Armageddon has been predicted for UBC Athletics, but it has yet to arrive.

Students, faculty, coaches and the press claim the administration is completely absent, that coaches get no support and that no one has been to a Thunderbirds game in a decade. Presented with this information, one would have to think that Thunder is breathing his last breath.

And while the administration is usually absent, many coaches and teams receive virtually no support and no one goes to games, the 'Birds keep flying.

UBC athletes just won 38 medals at the Pan Am games. The women’s swimming team has won the last three CIS national championships, and the men are nearly as dominant. Field hockey won back to back championships. The men’s soccer team made it to the semifinals, and that was considered a failure. Almost every Thunderbird team qualified and found success in the playoffs last season. Canadian national teams for field hockey, rugby, swimming and many other sports rely heavily on UBC athletes. Put plainly, the Thunderbirds are central to Canadian athletics.

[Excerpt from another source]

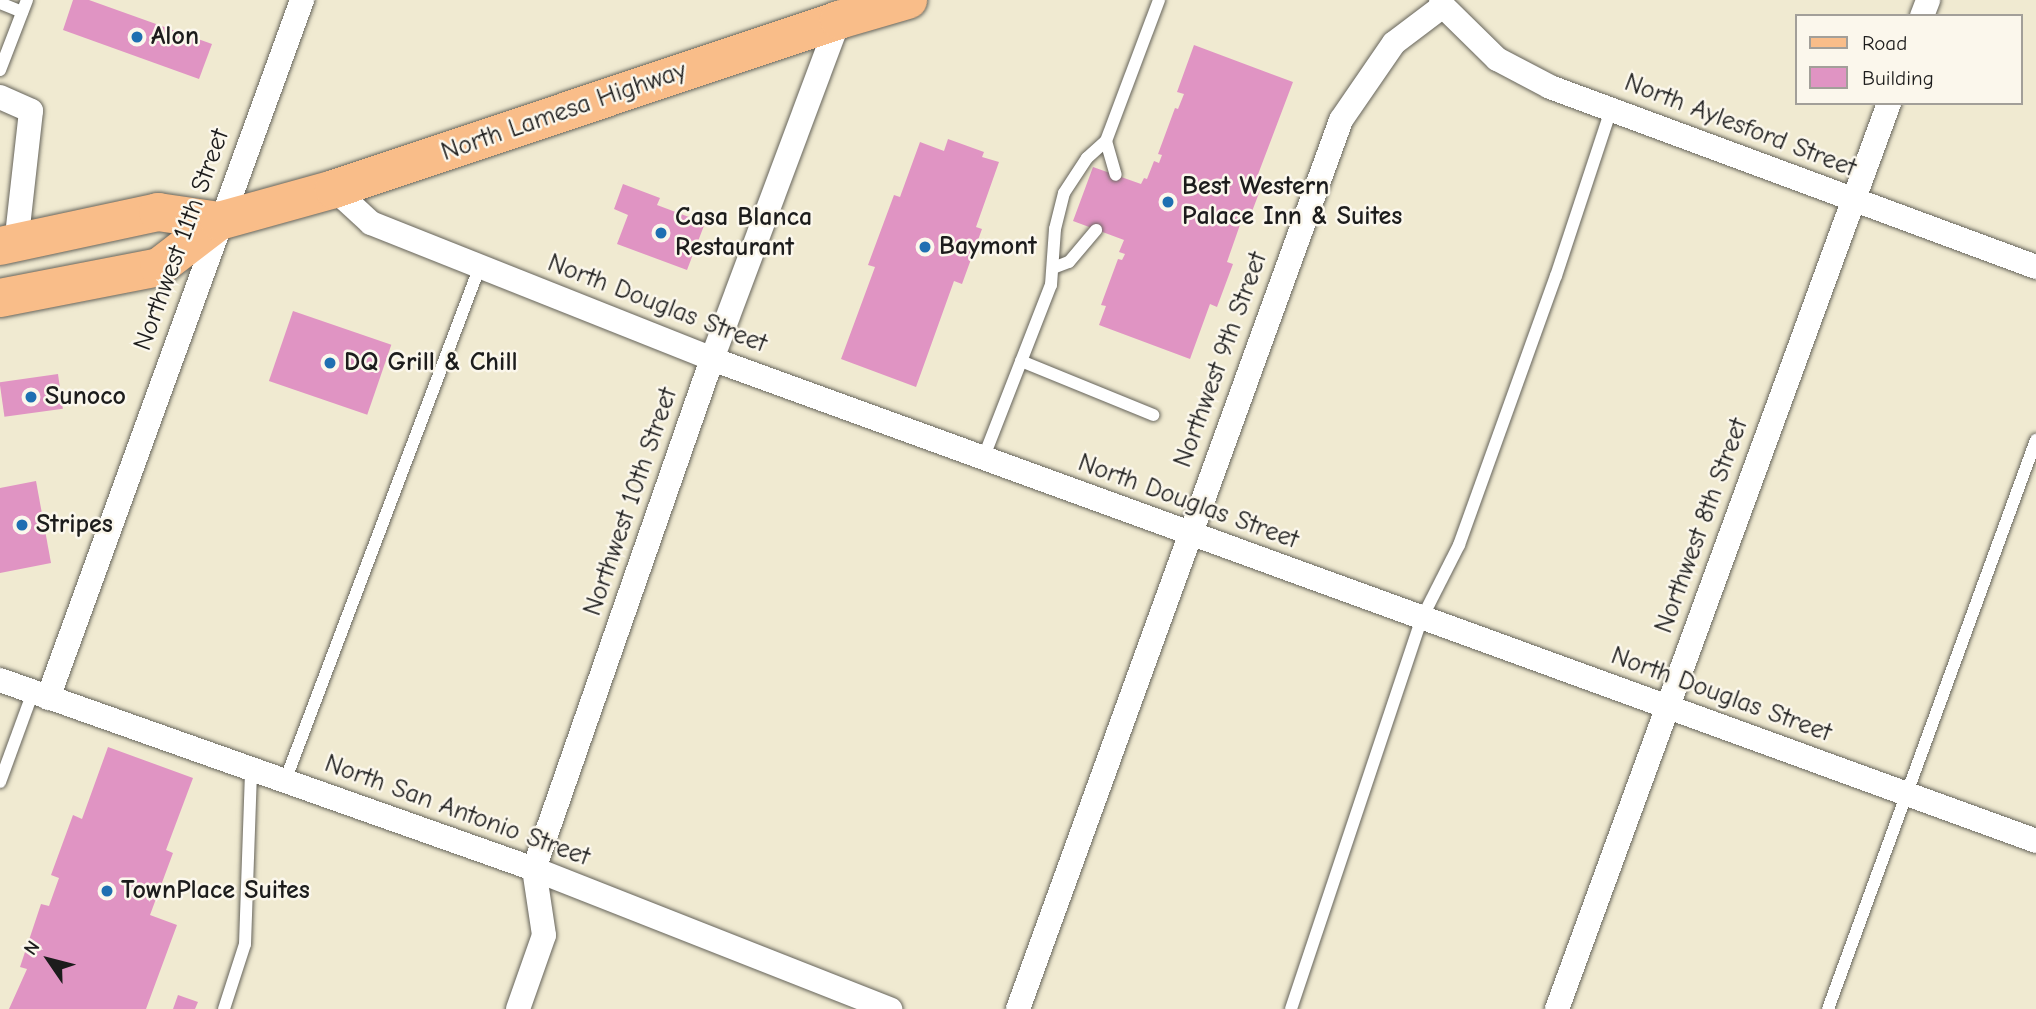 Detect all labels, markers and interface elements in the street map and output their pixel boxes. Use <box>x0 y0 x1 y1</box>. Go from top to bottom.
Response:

Imagine what they could achieve with better support.

An exodus of staff, poor funding, pathetic turnouts, apathetic students and an administration that doesn’t even seem to know what the CIS is all contribute to a rather poor image and hold athletes back from achieving their full potential. But a few recent steps in the right direction are a welcome change.

Last year, Athletics partnered with student groups, namely the Calendar and AMS Events, to put on the biggest football and hockey games the university has seen in recent years. Attendance numbers broke records and showed that students can, and will, pay $2 for tickets (and more for beer) to see the Thunderbirds play.

UBC has hired administrators to work with students and promote athletics, and an interim committee that’s in charge before a new director is hired is comprised of administrators and coaches working together. While these changes alone won’t solve Athletics’ problems, they are, at the very least, a sign UBC is looking to improve.

So what will make the Thunderbirds popular, and get the players and coaches the support they need?

Involving the students works. Boring videos about athletes doesn’t. If you want the ‘Birds to be an athletic and economic success there is only one solution: get students excited about teams and get them out to games. And the only way to do that is to get students talking, posting on Facebook and tweeting about games.

If UBC can get their act together and work with the AMS, the Calendar, varsity athletes and others (maybe even The Ubyssey…) then sports at UBC have a chance build community. Homecoming and the Winter Classic, health fairs and beer gardens at Storm the Wall and other Rec events, and after-parties for games are the direction in which UBC needs to move.

Athletics needs to be about students having fun, cheering on their fellow Thunderbirds and, of course, enjoying a few beers. Make that happen and UBC could build a strong community.